As you all know, I am just massive Instagram junkie. I spend an inordinate amount of time on the service. And so do a lot of other people. Many of them are very passionate people who signed up for the service because it was anti-Facebook.
It seems like these passionate people are quite upset over finding themselves under the yoke of Mark Zuckerberg. And while no one is begrudging the good fortune of co-founders Kevin Systrom and Mike Kreiger, there seems to be a backlash building against the deal on the service.
One of my favorite Instagramers, Elise Marie shared a black screen in protest of the deal. There is a #instablack hash-tag that has been created to protest the deal. Clicking on #facebook on the service exposes one to even more photos expressing disappointment.
When I posted a snapshot of my own previous story, many left comments that expressed a sense of loss and hurt. “Happy for the instagram crew. Bummed though, instagram was my fb alternative. Who trusts Facebook?” wrote @emersonnh.
A long time ago, Robert Young wrote a great post about MySpace about its trouble with its community and how they felt betrayed by the service. I think we just might be starting to see similar emotions being expressed here too.
There’s a certain level of what (for the lack of a better phrase) I will refer to as cognitive dissonance when you run a business based on community. And that’s that you quickly realize that the members of the community feel strongly that the service belongs to them, and the control that you, the corporation, think you have is actually, in large part, an illusion.
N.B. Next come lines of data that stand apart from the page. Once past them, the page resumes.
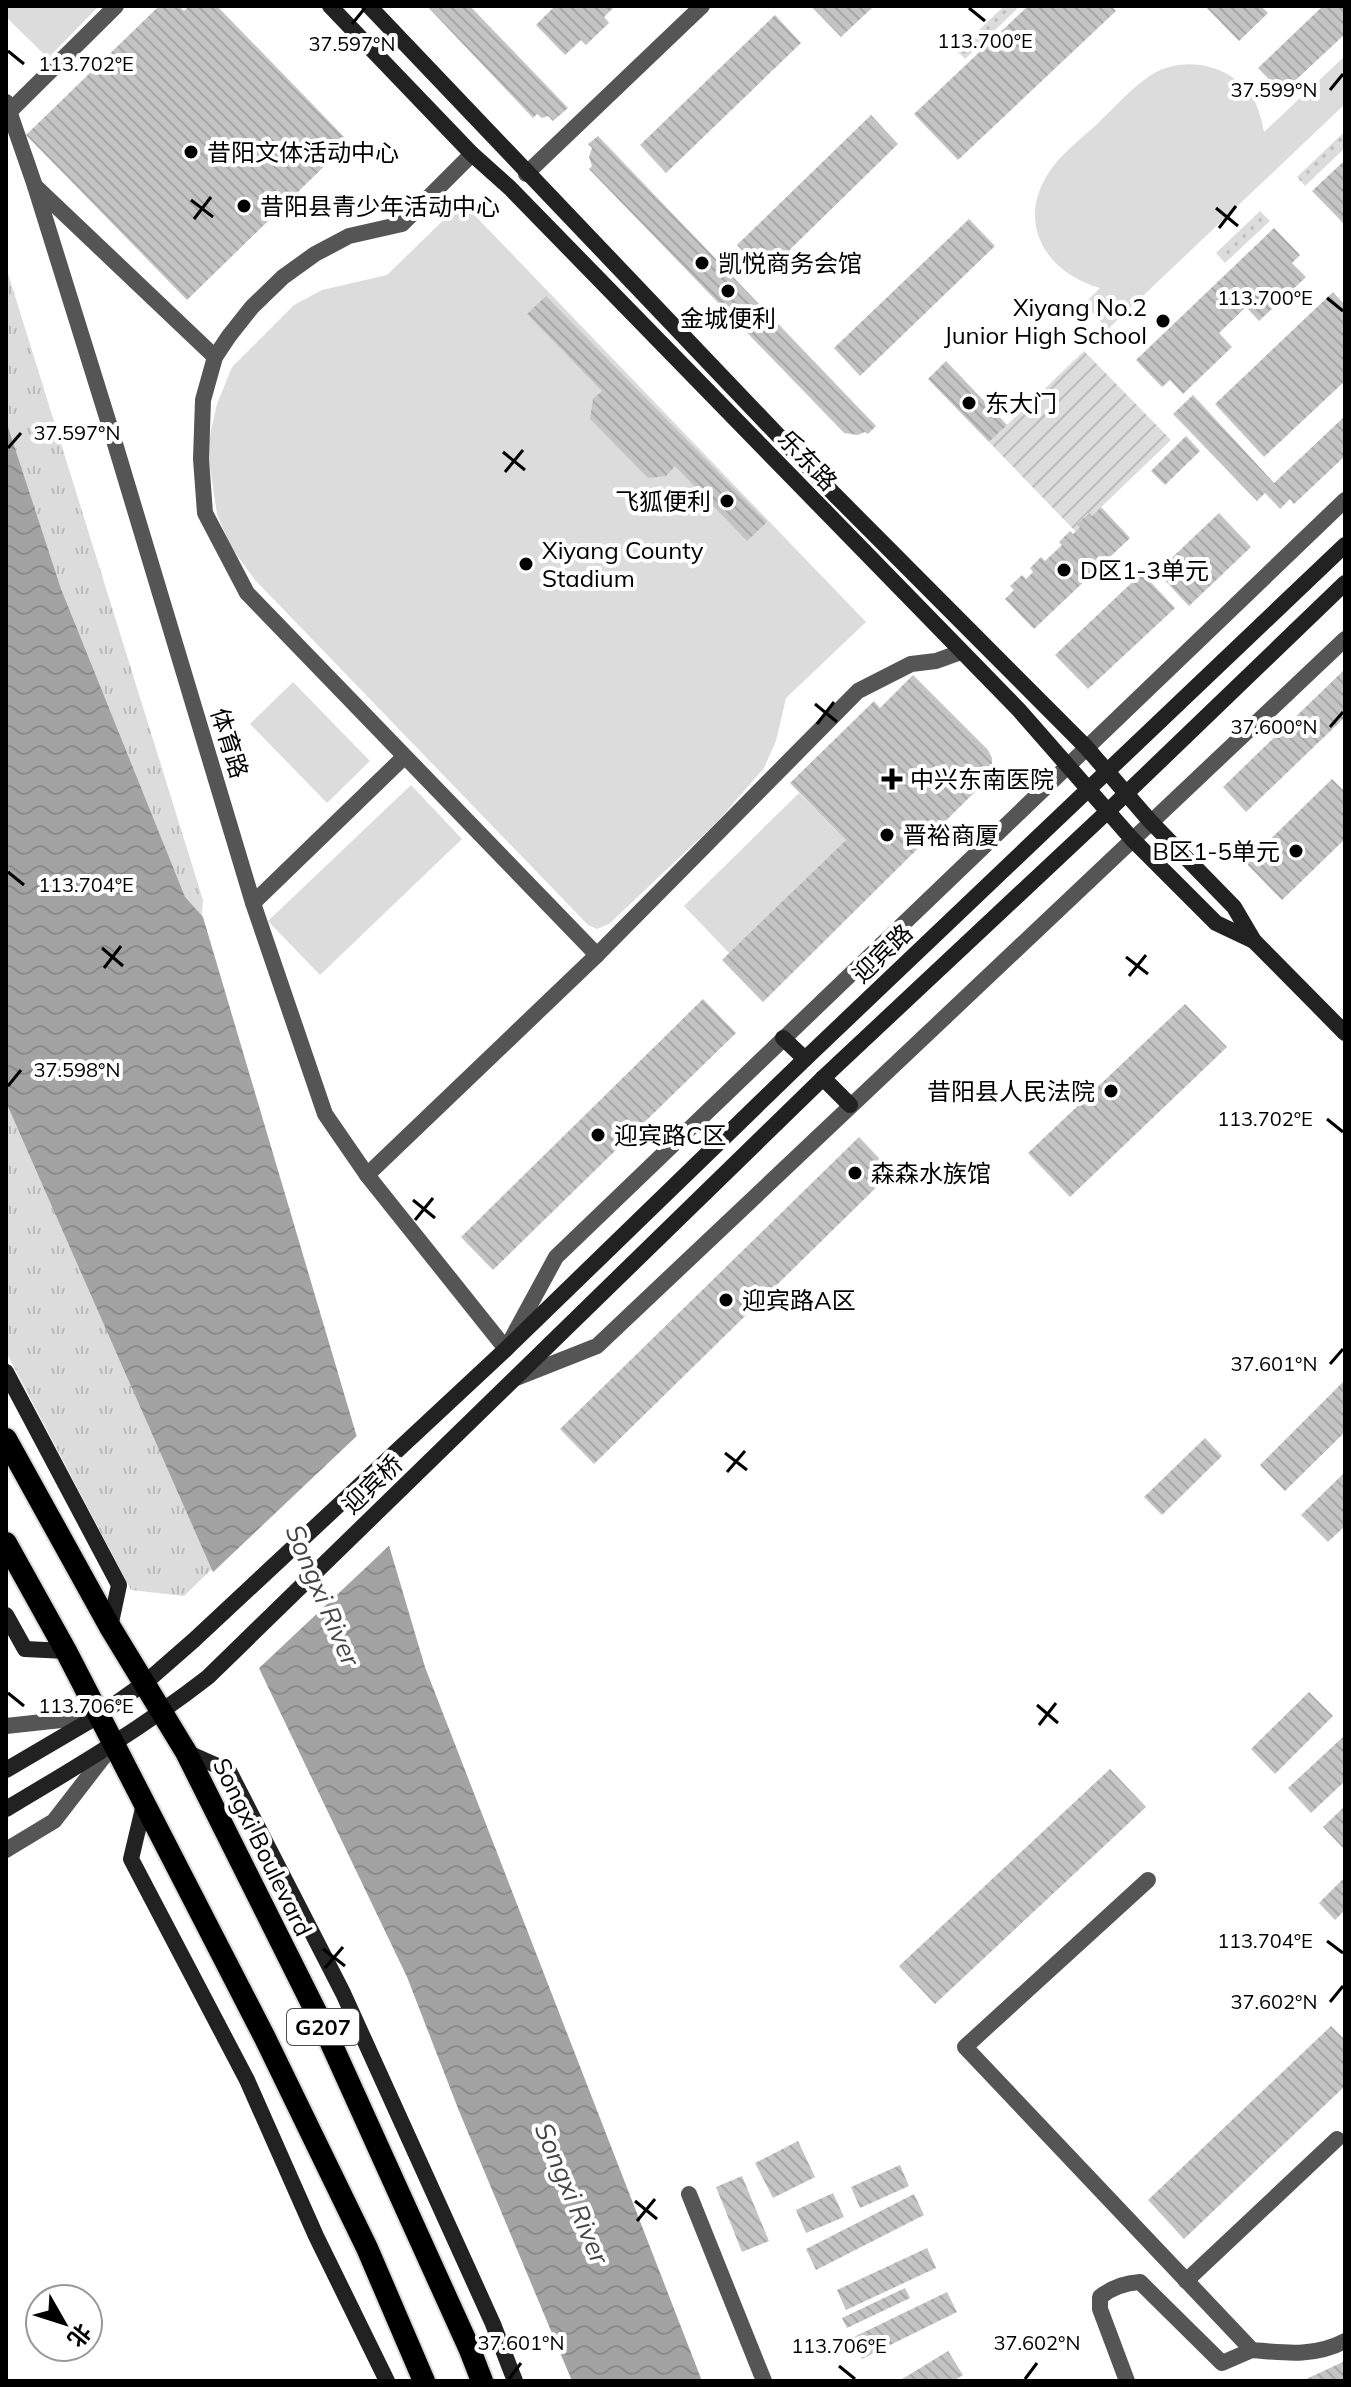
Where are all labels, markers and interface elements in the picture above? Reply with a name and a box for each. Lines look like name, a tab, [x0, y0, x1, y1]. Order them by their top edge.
text: 113.700°E	[937, 28, 1033, 53]
text: 37.597°N	[309, 31, 395, 56]
text: 113.702°E	[38, 51, 134, 76]
text: 37.599°N	[1231, 77, 1317, 102]
place label: 昔阳文体活动中心	[207, 137, 399, 167]
marker: 昔阳文体活动中心	[182, 143, 200, 161]
place label: 昔阳县青少年活动中心	[260, 191, 500, 221]
marker: 昔阳县青少年活动中心	[235, 197, 253, 215]
place label: 凯悦商务会馆	[718, 248, 862, 278]
marker: 凯悦商务会馆	[693, 254, 711, 272]
marker: 金城便利	[719, 282, 737, 300]
text: 113.700°E	[1217, 285, 1313, 310]
place label: Xiyang No.2 Junior High School	[944, 292, 1147, 350]
place label: 金城便利	[680, 303, 776, 333]
marker: Xiyang No.2 Junior High School	[1154, 312, 1172, 330]
place label: 东大门	[985, 388, 1057, 418]
marker: 东大门	[960, 394, 978, 412]
text: 37.597°N	[34, 420, 120, 445]
street label: 乐东路	[772, 424, 844, 496]
place label: 飞狐便利	[615, 486, 711, 516]
marker: 飞狐便利	[718, 492, 736, 510]
place label: Xiyang County Stadium	[542, 535, 704, 593]
marker: Xiyang County Stadium	[517, 555, 535, 573]
place label: D区1-3单元	[1080, 555, 1209, 585]
marker: D区1-3单元	[1055, 561, 1073, 579]
street label: 体育路	[205, 704, 255, 782]
text: 37.600°N	[1231, 714, 1317, 739]
place label: 中兴东南医院	[910, 764, 1054, 794]
marker: 中兴东南医院	[881, 768, 903, 790]
place label: 晋裕商厦	[903, 820, 999, 850]
marker: 晋裕商厦	[878, 826, 896, 844]
place label: B区1-5单元	[1153, 836, 1280, 866]
marker: B区1-5单元	[1287, 842, 1305, 860]
text: 113.704°E	[38, 872, 134, 897]
street label: 迎宾路	[846, 917, 918, 989]
text: 37.598°N	[34, 1057, 120, 1082]
place label: 昔阳县人民法院	[927, 1076, 1095, 1106]
marker: 昔阳县人民法院	[1102, 1082, 1120, 1100]
text: 113.702°E	[1217, 1106, 1313, 1131]
place label: 迎宾路C区	[614, 1120, 726, 1150]
marker: 迎宾路C区	[589, 1126, 607, 1144]
place label: 森森水族馆	[871, 1158, 991, 1188]
marker: 森森水族馆	[846, 1164, 864, 1182]
place label: 迎宾路A区	[742, 1285, 856, 1315]
marker: 迎宾路A区	[717, 1291, 735, 1309]
text: 37.601°N	[1231, 1351, 1317, 1376]
street label: 迎宾桥	[336, 1448, 408, 1520]
water label: Songxi River	[278, 1519, 368, 1672]
text: 113.706°E	[38, 1693, 134, 1718]
street label: Songxi Boulevard	[207, 1753, 319, 1941]
text: 113.704°E	[1217, 1928, 1313, 1953]
text: 37.602°N	[1231, 1989, 1317, 2014]
road number: G207	[287, 2009, 359, 2045]
water label: Songxi River	[527, 2117, 617, 2270]
north arrow	[24, 2283, 104, 2363]
text: 北	[62, 2318, 97, 2353]
text: 37.601°N	[478, 2330, 564, 2355]
text: 37.602°N	[994, 2330, 1080, 2355]
text: 113.706°E	[791, 2333, 887, 2358]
After all, a community, by definition generates its own content, its own style and culture… it’s all by the people, for the people. As a result, if you’re an executive at such a company, you oftentimes feel more like a politician than a businessperson. To do anything that would suggest that you, as the corporation, owns and controls the service (and in effect, the community) is, well, akin to heresy.
As the worlds of media and technology collide with a force that can split an atom, such cognitive dissonance is a natural by-product of the fact that more and more content (and code) is being produced by the people themselves. At the same time, with the increasing digitization of media, the definition of “distribution” is also changing from channels previously rooted in the physical world to one where people themselves become the new distribution channels via tightly and loosely-coupled social networks connected together by the universal language of IP and bits.
So as time goes by, the foundation of ownership and control for content and distribution is increasingly shifting from corporate entities to people and communities. A phenomenon that will cause countless sleepless nights for old media and old-line technology leaders who don’t fully comprehend the significance of the dynamics at hand.
What Robert said in 2005 is even more valid today, except that instead of large media owners, the disruptors and social media platforms are finding themselves at a weird sport – the tail is wagging the dog.